Cloud-init base image: how new VMs join the fleet

The Ubuntu 24.04 cloud-init base image, the user-data convention, and how a new platform VM goes from libvirt define to SSH-as-zahid in a few minutes.

Every supporting VM in the lab — Vault, Jenkins, SigNoz, monitoring-0, Trivy, DefectDojo, docker-runtime, Kafka, Redis, WSO2, MinIO, Nexus, the DNS host, the HAProxy edge — was created from the same Ubuntu 24.04 cloud-init base image, with the same MAC/IP allocation pattern and the same SSH key set. This page documents that single shared build path so any new VM in this fleet starts from the same place.

What is in scope

This section is about non-OpenShift VMs. OpenShift nodes use RHCOS, the Agent-based Installer, and a different bootstrap path entirely (Ignition, machine-config operator, etc.). That work lives in §6 “OpenShift platform” of the docs site.

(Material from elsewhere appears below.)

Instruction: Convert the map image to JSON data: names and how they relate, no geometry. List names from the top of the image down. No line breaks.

The VMs covered here all share four properties:

They run Ubuntu 24.04 LTS as their guest OS.
They live on the lab Linux bridge br30 with static addressing inside the lab /16.
They are bootstrapped from a single qcow2 base image plus a small per-VM cloud-init seed.
They are administered through a single SSH user ze (and lab admin zahid where applicable per the service-specific ADR).

The base image

Item	Value
Path on each hypervisor	`/var/lib/libvirt/images/ubuntu-24.04-base.qcow2`
OS	Ubuntu 24.04.4 LTS (`noble`)
Kernel	6.8.x
QEMU agent	Installed
Default user	`ubuntu` (replaced at first boot by cloud-init)
Initial size	small (resized at clone time, typically to `100G` OS + a data disk)
Image lineage	Built from the upstream Ubuntu cloud image

It is a generic cloud-image qcow2 — no lab-specific provisioning is baked in. Lab-specific bootstrap (package install, user creation, firewall, service install) is done by cloud-init at first boot of each cloned VM. This keeps the base image swappable when Ubuntu issues a new image; the cloud-init layer is where the per-VM truth lives.

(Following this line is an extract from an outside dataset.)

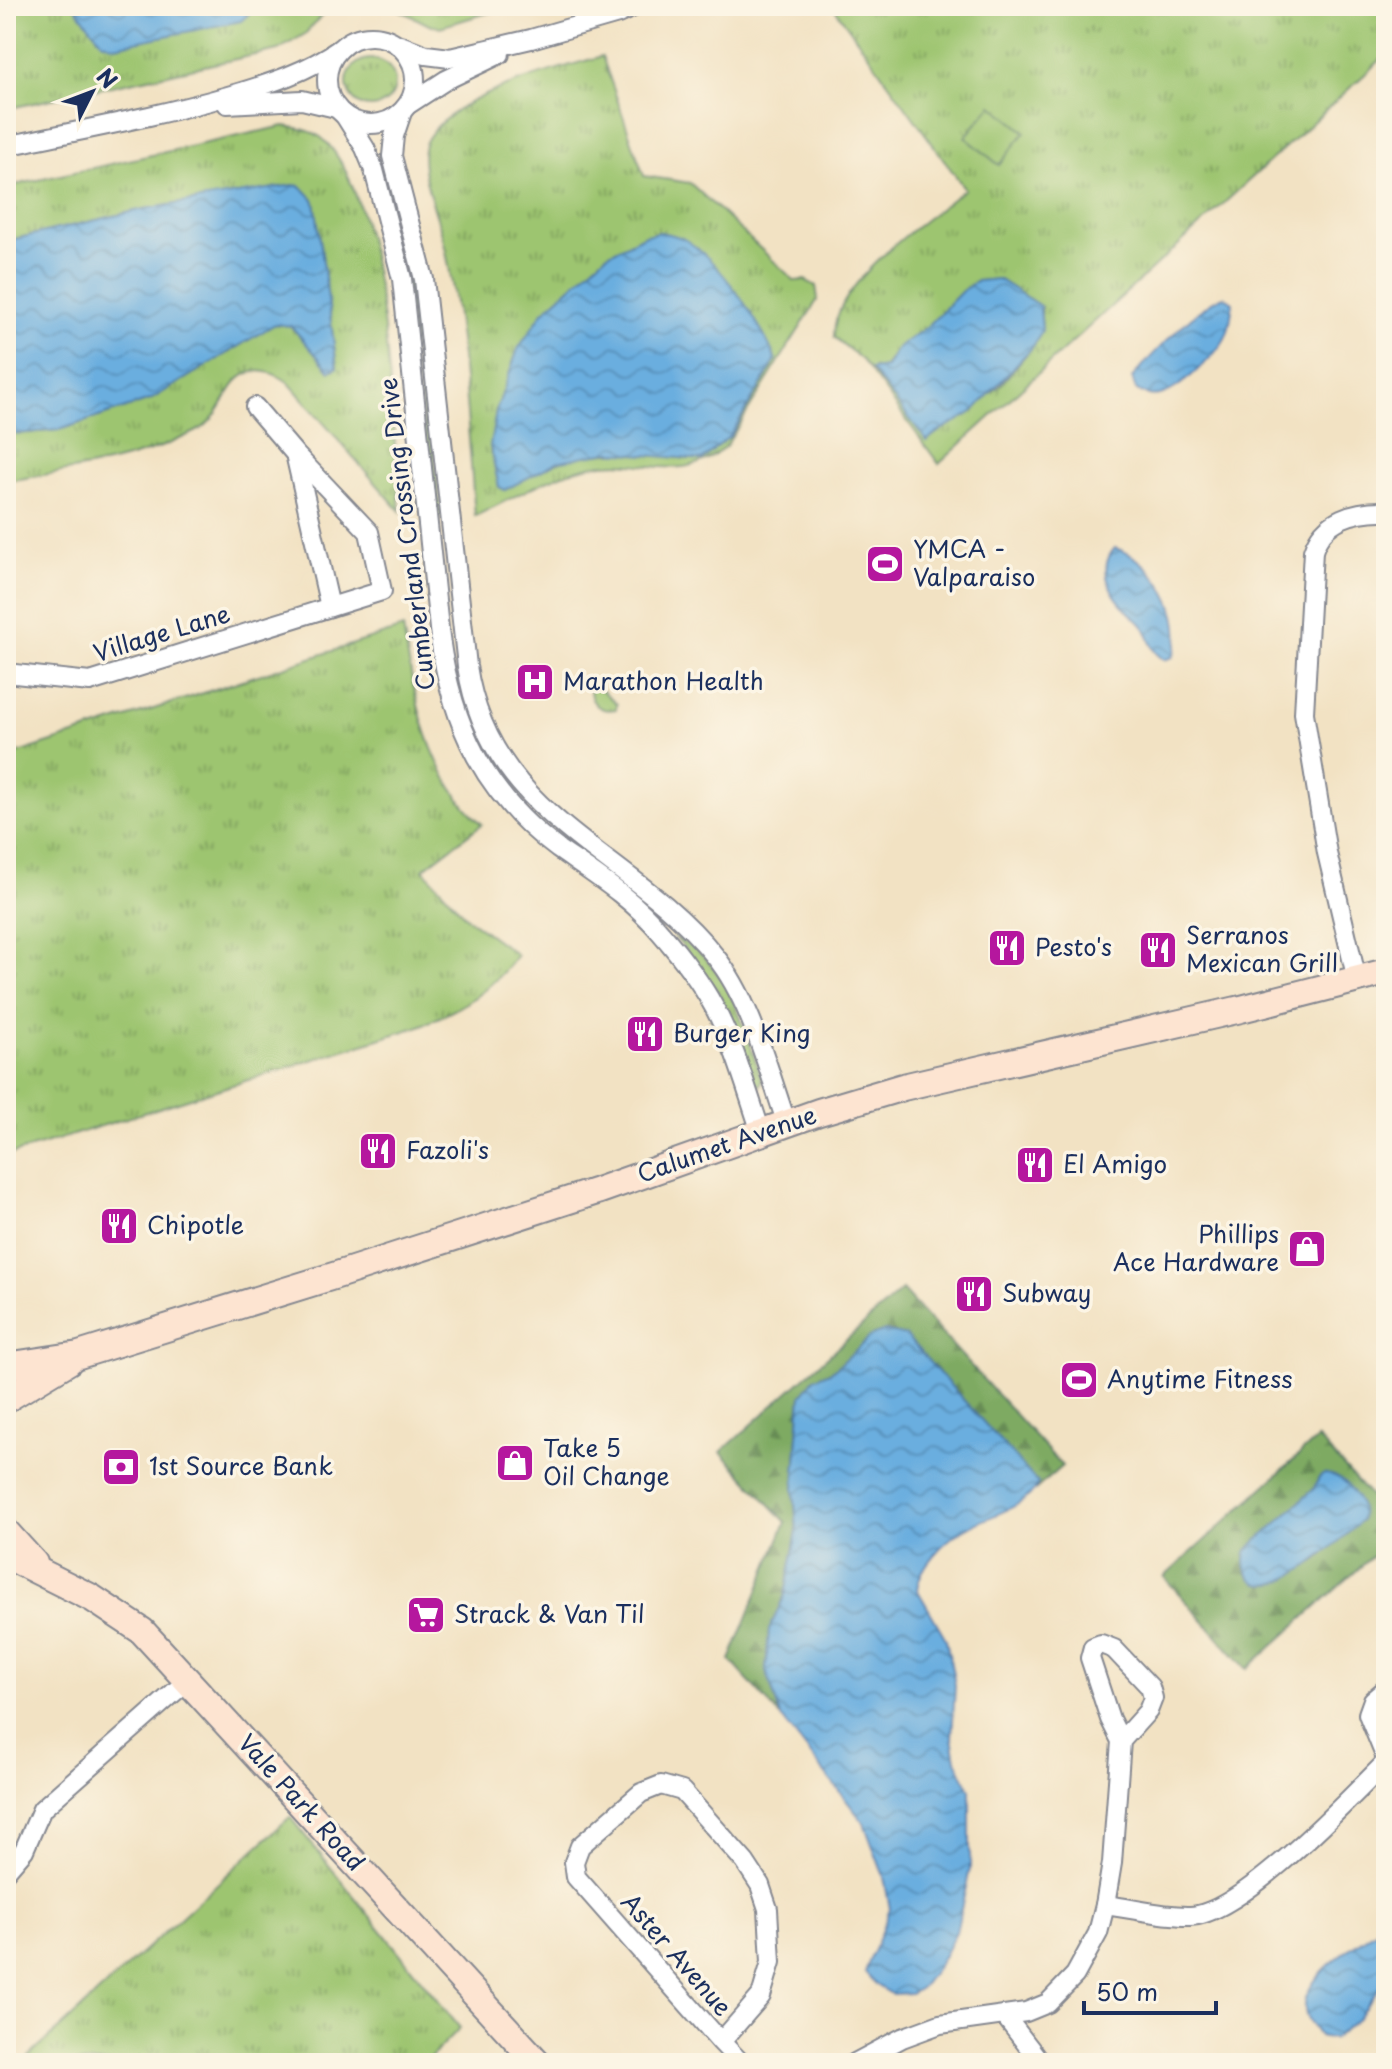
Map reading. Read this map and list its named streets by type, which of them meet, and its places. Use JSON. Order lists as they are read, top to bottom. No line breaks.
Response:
{"streets":{"main road":["Calumet Avenue","Vale Park Road"],"street":["Cumberland Crossing Drive","Village Lane","Aster Avenue"]},"crossings":[["Cumberland Crossing Drive","Calumet Avenue"]],"places":{"sports":["YMCA - Valparaiso","Anytime Fitness"],"hospital":["Marathon Health"],"restaurant":["Pesto's","Serranos Mexican Grill","Burger King","Fazoli's","El Amigo","Chipotle","Subway"],"shop":["Phillips Ace Hardware","Take 5 Oil Change"],"bank":["1st Source Bank"],"supermarket":["Strack & Van Til"]},"scale_bar":"50 m","north":"top right"}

VM creation flow (one diagram’s worth of words)

For any new VM (<vm>):

Allocate an IP and MAC by editing plans/disconnected-rebuild/environments/dc-lab/allocation-table.md. The deterministic MAC convention is 52:54:00:XX:XX:<last-octet-of-IP-in-hex>; the exact middle bytes are part of the internal lab convention recorded in opp-full-plat/connection-details/. This makes the allocation table greppable.
Clone the base qcow2 onto the chosen hypervisor: cp /var/lib/libvirt/images/ubuntu-24.04-base.qcow2 /var/lib/libvirt/images/<vm>.qcow2, then qemu-img resize it to the per-VM OS disk size (typically 100G).
Create a data disk if the role needs one (Jenkins home, Docker data dir, Vault raft path, MinIO buckets, ClickHouse storage, Loki/Tempo storage…). Mount it at the service’s expected path during cloud-init.
Render cloud-init for the VM — user-data, meta-data, network-config — and seed an ISO with cloud-localds or attach a noCloud datasource via libvirt.
virsh define + virsh start with the deterministic MAC pinned to the br30 interface.
Wait for cloud-init to finish (cloud-init status --wait over the serial console or once SSH is up).
DNS records are applied through the PowerDNS API for the private FQDN (and the *.apps.sub.comptech-lab.com edge name if it gets an HAProxy route).
HAProxy gets an updated backend block if the VM is publicly addressable.
Apply the service-specific provisioning (Jenkins LTS apt repo, Docker Engine + Compose, Vault binary checksum-verify, MinIO server, …) — this can be folded into cloud-init runcmd or done as a follow-up role.

The cloud-init shape

The user-data uses the standard cloud-init schema. The minimal set the lab uses for every new VM:

#cloud-config
hostname: <vm>
fqdn: <vm>.sub.comptech-lab.com
manage_etc_hosts: true

users:
  - name: ze
    sudo: ALL=(ALL) NOPASSWD:ALL
    shell: /bin/bash
    ssh_authorized_keys:
      - ssh-ed25519 AAAA... ze@workstation
      - ssh-ed25519 AAAA... ze@mac-laptop
      - ssh-ed25519 AAAA... ocp-bootstrap

ssh_pwauth: false
disable_root: true

write_files:
  - path: /etc/systemd/resolved.conf.d/lab-dns.conf
    content: |
      [Resolve]
      DNS=<lab-dns-recursor-ip>
      Domains=~sub.comptech-lab.com
      DNSSEC=no

packages:
  - qemu-guest-agent
  - htop
  - jq

runcmd:
  - [ systemctl, enable, --now, qemu-guest-agent ]
  - [ systemctl, restart, systemd-resolved ]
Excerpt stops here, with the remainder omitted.